What is expected - Copy every line of the entries that has the string "muted" in it.

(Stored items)
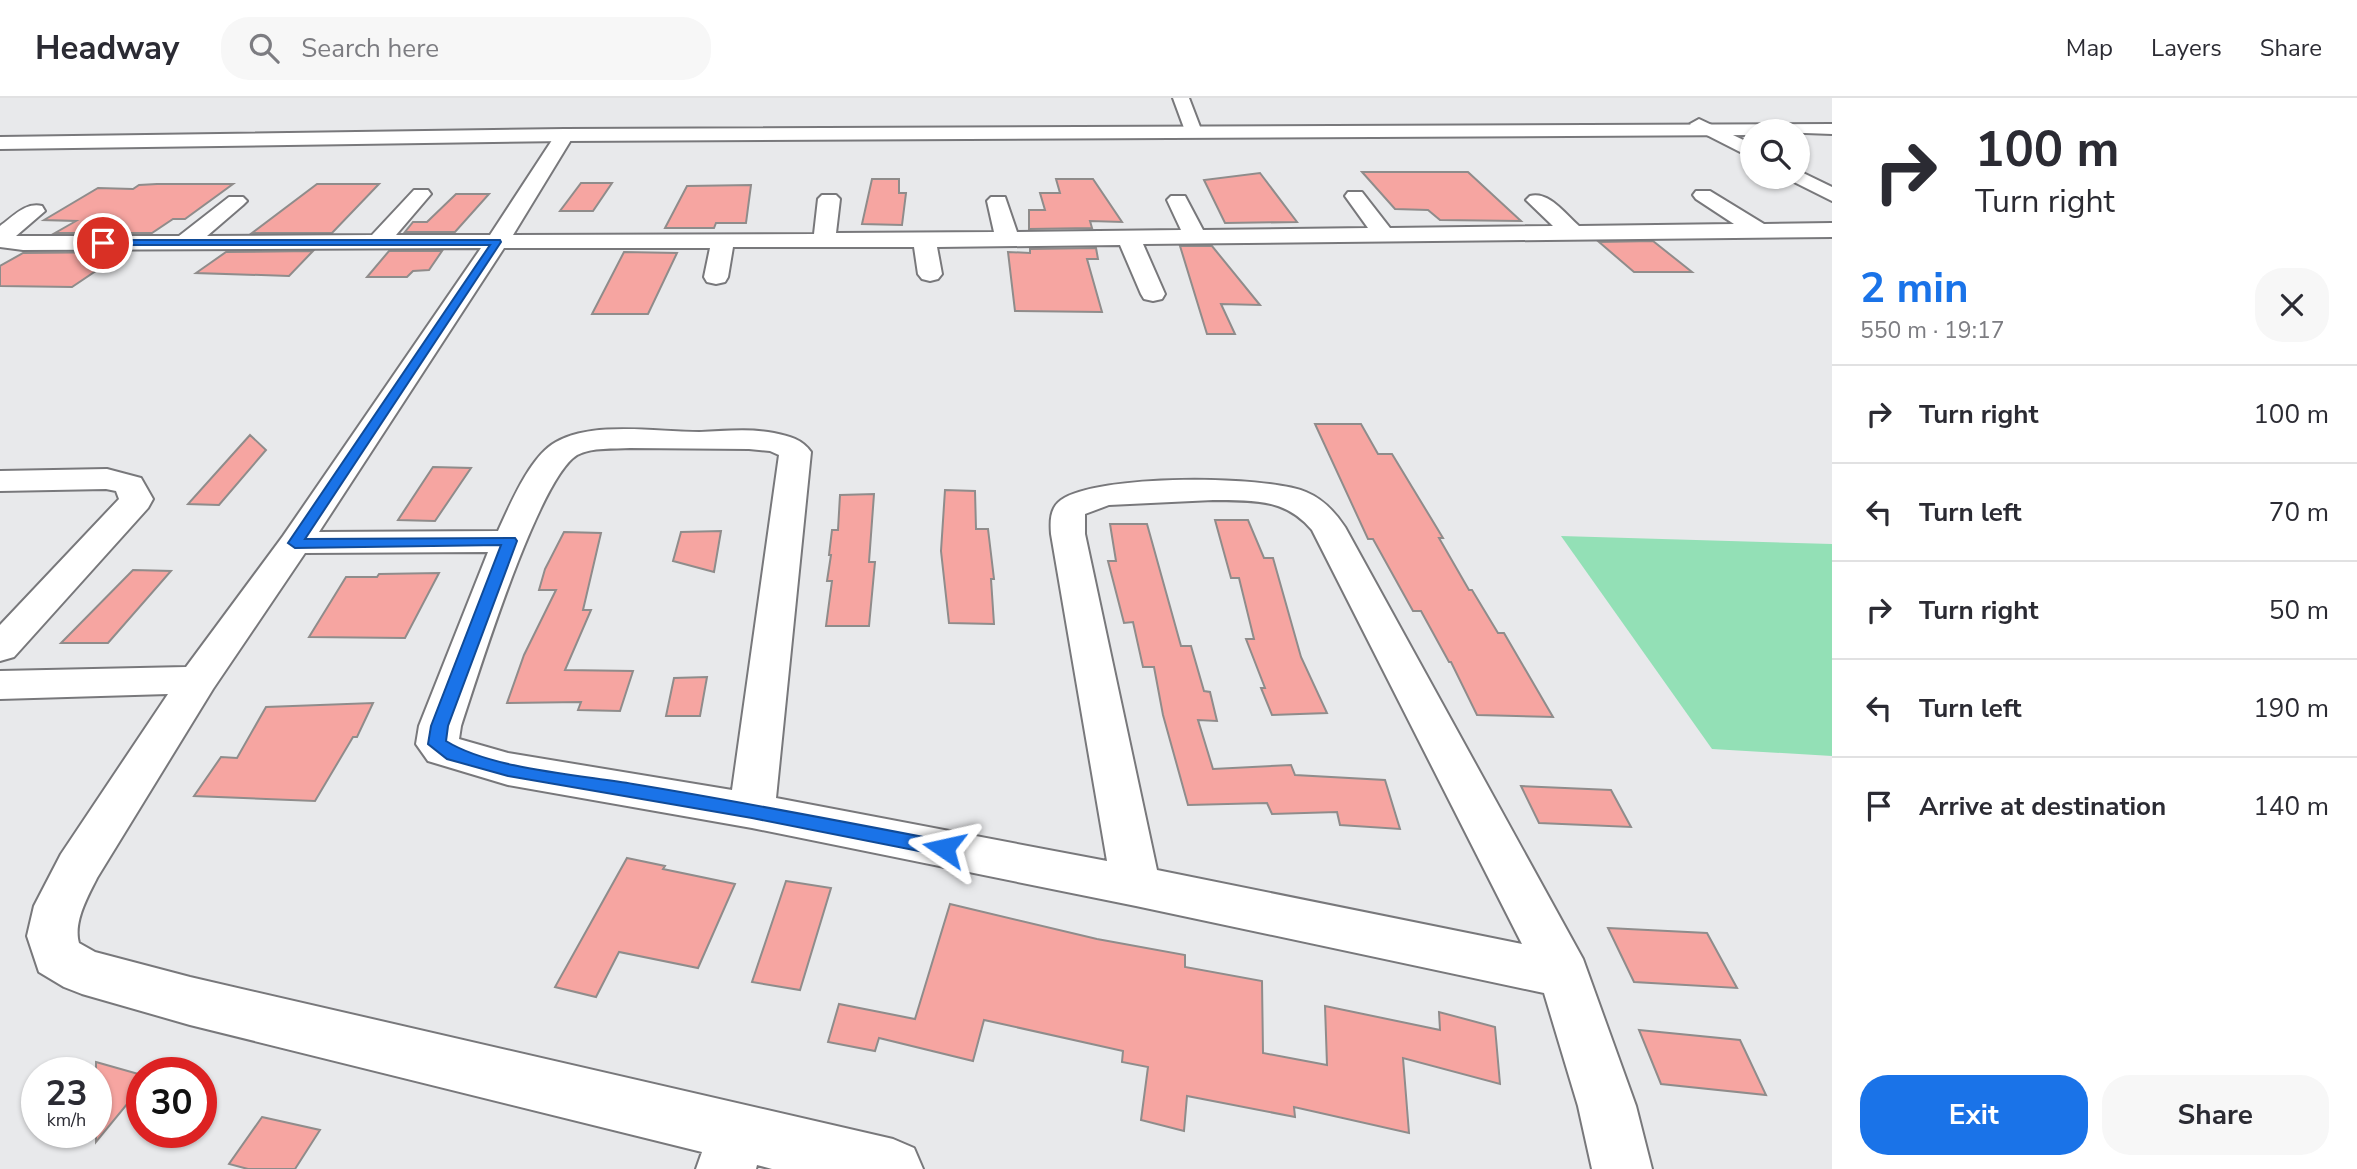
<!DOCTYPE html>
<meta charset="utf-8">
<style>
:root{--surface:#fff;--page:#f7f7f7;--text:#2b2b33;--muted:#7c7c81;--line:#e1e1e2;--accent:#1a73e8}
body{margin:0;font-family:"Nunito Sans",sans-serif;background:var(--page);color:var(--text);height:100vh;display:flex;flex-direction:column;font-size:26px;white-space:nowrap}
*{box-sizing:border-box;margin:0}
p{font-size:23px;color:var(--muted)}
.icon{flex:none;width:38px;height:38px;fill:none;stroke:currentColor;stroke-width:2;stroke-linecap:round;stroke-linejoin:round}
.map{position:relative;flex:1;overflow:hidden}
.sheet{display:flex;flex-direction:column;background:var(--surface);width:525px}
.sheet>*{flex:none}
.hud{background:#fff;color:var(--text);overflow:hidden}
.fabs{position:absolute;left:1740px;top:21px;display:grid;gap:14px}
.fabs a{display:grid;place-items:center;width:70px;height:70px;border-radius:50%;background:var(--surface);box-shadow:0 2px 5px #0004;font-size:35px}
.speed{position:absolute;left:21px;top:959px;display:flex;gap:14px;font-size:35px;font-weight:700;text-align:center}
.speed>*{display:grid;place-content:center;width:91px;height:91px;border-radius:50%;background:var(--surface);box-shadow:0 2px 5px #0004;line-height:1}
.speed small{font-size:18px;font-weight:400}
.speed .limit{border:10px solid #d22;background:#fff;color:#111}
.pin{position:absolute;display:grid;place-items:center;width:60px;height:60px;color:#fff;margin:-30px;border:4px solid #fff;border-radius:50%;box-shadow:0 2px 7px #0007}
.me{position:absolute;width:77px;margin:-38px;rotate:281deg;stroke-linejoin:round;filter:drop-shadow(0 0 5px #0008)}
.turn{display:flex;align-items:center;gap:24px;height:147px;padding:0 28px;font-size:32px}
.turn .icon{width:91px;height:91px;stroke-width:2.5}
.turn b{display:block;font-size:49px;line-height:60px}
.round{display:grid;place-items:center;flex:none;width:74px;height:74px;border-radius:28px;background:var(--page)}
.summary{display:flex;align-items:center;justify-content:space-between;height:119px;padding:0 28px}
h1{font-size:42px;font-weight:700;line-height:52px;color:var(--accent)}
.action{display:flex;gap:14px;margin-top:auto;padding:14px 28px}
.action a{flex:1;height:80px;border-radius:28px;background:var(--accent);color:#fff;font-size:28px;font-weight:700;line-height:80px;text-align:center}
.action a+a{background:var(--page);color:var(--text)}
ul{padding:0;list-style:none}
li{display:flex;align-items:center;gap:21px;height:98px;padding:0 28px;border-top:2px solid var(--line)}
li div{flex:1}
li b{display:block;font-size:26px}
li em{font-style:normal}
header{display:flex;align-items:center;gap:42px;box-sizing:border-box;height:98px;padding:0 35px;background:var(--surface);border-bottom:2px solid var(--line)}
header strong{font-size:33px}
nav{display:flex;gap:38px;margin-inline-start:auto;font-size:24px}
.search{width:490px;height:63px;background:var(--page);display:flex;align-items:center;gap:18px;box-sizing:border-box;padding:0 24px;border-radius:28px;color:var(--muted);font-size:26px}
main{display:flex;flex:1;min-height:0}
.map>svg:first-child{display:block}
.green{fill:#93e0b6}
.building{fill:#f6a5a1;stroke:#8f8c8b;stroke-width:2}
.lines{fill:none;stroke-linecap:round;stroke-linejoin:round}
.minor-casing{stroke:#78787b;stroke-width:4}
.major-casing{stroke:#78787b;stroke-width:4}
.minor{fill:#fff;fill-rule:evenodd}
.major{fill:#fff;fill-rule:evenodd}
.route{fill:#1a73e8;stroke:#114b97;stroke-width:2}
</style>
<header>
<strong>Headway</strong>
<div class="search"><svg class="icon" aria-label="search" viewBox="0 0 24 24"><circle cx="10" cy="10" r="6"/><path d="M15 15l6 6"/></svg>Search here</div>
<nav><a>Map</a><a>Layers</a><a>Share</a></nav>
</header>
<main>
<div class="map">
<svg width="1832" height="1071" viewBox="0 0 1832 1071">
<rect width="100%" height="100%" fill="#e8e9eb"/>
<!-- green -->
<path class="green" d="M1561 438 1832 446V658L1712 651Z"/>
<!-- building -->
<path class="building" d="M1362 74H1468L1521 123 1440 122 1428 112 1395 111Z
M1260 75 1297 124 1225 125 1204 82Z
M872 81H899V95H906L902 127 862 126Z
M1056 81H1093L1122 124 1090 123 1092 130 1029 131V112H1045L1040 95H1060Z
M581 85H612L593 113H560Z
M157 86H233L185 121H173L152 135H55L76 123 44 122 98 90 133 91 139 87Z
M317 86H379L332 135H252Z
M751 87 746 125H716L714 130H665L687 88Z
M456 96H489L455 134H405L413 124H427Z
M1653 143 1692 174H1634L1599 144Z
M1180 148H1212L1260 207 1221 206 1235 236H1207Z
M1096 150 1098 161H1087L1102 214 1015 213 1008 154 1030 155V151Z
M313 153 289 178 196 175 226 154Z
M389 153H442L429 172 413 173 407 179H367Z
M124 154 72 189 0 188V168L23 155Z
M624 154 677 155 648 216H592Z
M1315 326H1361L1378 356H1392L1443 440H1439L1469 492H1472L1498 535H1504L1553 619 1477 617 1451 564H1449L1421 513H1413L1373 441H1368Z
M250 337 266 352 219 407 188 406Z
M433 369 471 370 435 423 398 422Z
M945 392 975 393 976 431H988L994 481H991L994 526 949 525 941 453Z
M874 396 869 464H875L869 528H826L832 483H827L831 457H829L832 432H838L840 397Z
M1215 422H1248L1264 460H1273L1301 559 1327 615 1272 617 1261 590H1265L1246 541H1254L1239 480H1231Z
M1110 426H1147L1181 548H1191L1204 593 1210 594 1217 623 1198 622 1213 671 1291 667 1295 677 1385 682 1400 731 1340 727 1337 714 1272 716 1267 705 1188 707 1163 617 1154 569H1143L1133 524 1124 525 1108 463H1116Z
M721 433 714 474 673 463 681 434Z
M564 434 601 435 583 512H591L565 572 633 573 620 613 578 612 581 604 507 605 524 557 556 492H539L545 471Z
M133 472 171 473 108 545H61Z
M439 475 405 540 309 539 346 479H377L379 476Z
M707 579 700 618H666L674 580Z
M373 605 357 639H353L315 703 194 698 221 659 237 660 266 609Z
M1521 688 1611 692 1631 729 1539 725Z
M627 760 665 768 663 771 735 786 698 870 619 854 596 899 555 889Z
M786 783 831 790 800 892 752 884Z
M950 806 1097 841 1185 857V869L1262 883 1263 955 1327 967 1325 908 1440 932 1439 914 1495 929 1500 986 1403 960 1409 1035 1294 1009 1295 1019 1187 998 1184 1033 1141 1022 1148 969 1122 964 1123 953 984 922 973 963 879 940 875 953 828 944 839 906 915 921Z
M1608 830 1707 835 1737 890 1634 884Z
M1639 932 1740 942 1766 997 1661 986Z
M96 964 142 977V988L96 1044Z
M262 1019 320 1032 295 1071H248L229 1066Z"/>
<g class="lines">
<defs>
<path id="minor" d="M1173 0H1189L1202 34 1199 38H1187Z
M1699 21 1752 46V60L1693 30 1690 26Z
M565 31 574 37 513 137 814 136 818 101 822 97H836L840 101 836 135 994 134 987 103 991 99H1005L1017 134 1181 132 1167 102 1171 98H1185L1203 132 1368 130 1345 98 1348 94H1362L1390 130 1553 128 1526 102 1530 98C1549 93 1565 116 1579 128L1734 126 1696 101 1693 97 1696 93H1710L1764 126 1832 125V139L1143 146 1165 196 1162 201 1153 203 1144 201 1141 196 1120 147 937 149 942 176 938 181 930 183 922 181 918 176 914 149H733L728 179 725 184 716 186 707 184 704 179 710 150H504L319 434 498 433C510 407 530 358 556 344 594 323 657 334 699 334 724 333 749 330 774 335 789 338 802 341 811 354L776 700 1107 763 1051 436C1050 423 1050 410 1061 402 1097 376 1264 377 1306 394 1323 401 1335 414 1345 429L1583 861 1636 1008 1652 1071H1592L1578 1008 1544 895 1136 808 752 730 508 687 428 663 416 646 419 628 488 454 305 455 213 591 97 780C88 798 73 824 79 845L95 854 190 879 893 1041 914 1050 923 1071H772L757 1067 756 1071H696L702 1054 190 927 82 896 64 889 39 874 27 838 34 808 61 756 168 596 0 601V573L186 569 283 438 481 150 23 152 0 149V128C13 119 25 104 42 108L45 113 16 138H179L229 99H243L247 103 243 107 207 138 372 137 414 92H428L431 96 396 137H490L558 33ZM630 350 749 351 770 353 779 357 732 692 508 655 459 641 461 628C478 577 538 381 577 357 592 349 614 351 630 350ZM1213 402C1252 403 1284 399 1312 432L1522 846 1157 772 1085 436V416L1109 407Z
M1797 72 1832 89V103L1790 82 1787 79H1797Z
M107 371 141 380 153 401 148 410 14 559 0 563V527L119 401 116 393 106 391 0 393V373Z"/>
<path id="major" d="M1832 26V36L1752 33V37L565 43 0 51V39L565 31Z"/>
</defs>
<!-- minor casing -->
<use href="#minor" class="minor-casing"/>
<!-- major casing -->
<use href="#major" class="major-casing"/>
<!-- minor -->
<use href="#minor" class="minor"/>
<!-- major -->
<use href="#major" class="major"/>
</g>
<!-- route -->
<path class="route" d="M103 142H500L501 144 305 441 515 440 517 443 448 628 446 643C491 671 579 677 633 686 737 703 840 723 944 743L951 745 954 750 951 756 944 758 752 720 508 678 447 661 428 646 431 628 501 447 295 450 288 445 490 147H100L99 145Z"/>
</svg>
<div class="fabs">
<a><svg class="icon" aria-label="search" viewBox="0 0 24 24"><circle cx="10" cy="10" r="6"/><path d="M15 15l6 6"/></svg></a>
</div>
<div class="speed"><div>23<small>km/h</small></div><div class="limit">30</div></div>
<div class="pin" style="left:103px;top:145px;background:#d93025"><svg class="icon" aria-label="arrive" viewBox="0 0 24 24"><path d="M6 21V4h12l-3 4 3 4H6"/></svg></div>
<svg class="me" style="left:944px;top:750px" viewBox="-20 -20 40 40"><path d="M0-17L14 15 0 8-14 15z" fill="#1a73e8" stroke="#fff" stroke-width="4"/></svg>
</div>
<section class="sheet">
<div class="hud">
<div class="turn"><svg class="icon" aria-label="right" viewBox="0 0 24 24"><path d="M7 20v-9h11M14 6l5 5-5 5"/></svg><div><b>100 m</b>Turn right</div></div>
</div>
<div class="summary"><div><h1>2 min</h1><p>550 m · 19:17</p></div><a class="round"><svg class="icon" aria-label="close" viewBox="0 0 24 24"><path d="M6 6l12 12M18 6L6 18"/></svg></a></div>
<ul>
<li><svg class="icon" aria-label="right" viewBox="0 0 24 24"><path d="M7 20v-9h11M14 6l5 5-5 5"/></svg><div><b>Turn right</b></div><em>100 m</em></li>
<li><svg class="icon" aria-label="left" viewBox="0 0 24 24"><path d="M17 20v-9H6M10 6l-5 5 5 5"/></svg><div><b>Turn left</b></div><em>70 m</em></li>
<li><svg class="icon" aria-label="right" viewBox="0 0 24 24"><path d="M7 20v-9h11M14 6l5 5-5 5"/></svg><div><b>Turn right</b></div><em>50 m</em></li>
<li><svg class="icon" aria-label="left" viewBox="0 0 24 24"><path d="M17 20v-9H6M10 6l-5 5 5 5"/></svg><div><b>Turn left</b></div><em>190 m</em></li>
<li><svg class="icon" aria-label="arrive" viewBox="0 0 24 24"><path d="M6 21V4h12l-3 4 3 4H6"/></svg><div><b>Arrive at destination</b></div><em>140 m</em></li>
</ul>
<div class="action"><a>Exit</a><a>Share</a></div>
</section>
</main>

Solution to this exercise -
:root{--surface:#fff;--page:#f7f7f7;--text:#2b2b33;--muted:#7c7c81;--line:#e1e1e2;--accent:#1a73e8}
p{font-size:23px;color:var(--muted)}
.search{width:490px;height:63px;background:var(--page);display:flex;align-items:center;gap:18px;box-sizing:border-box;padding:0 24px;border-radius:28px;color:var(--muted);font-size:26px}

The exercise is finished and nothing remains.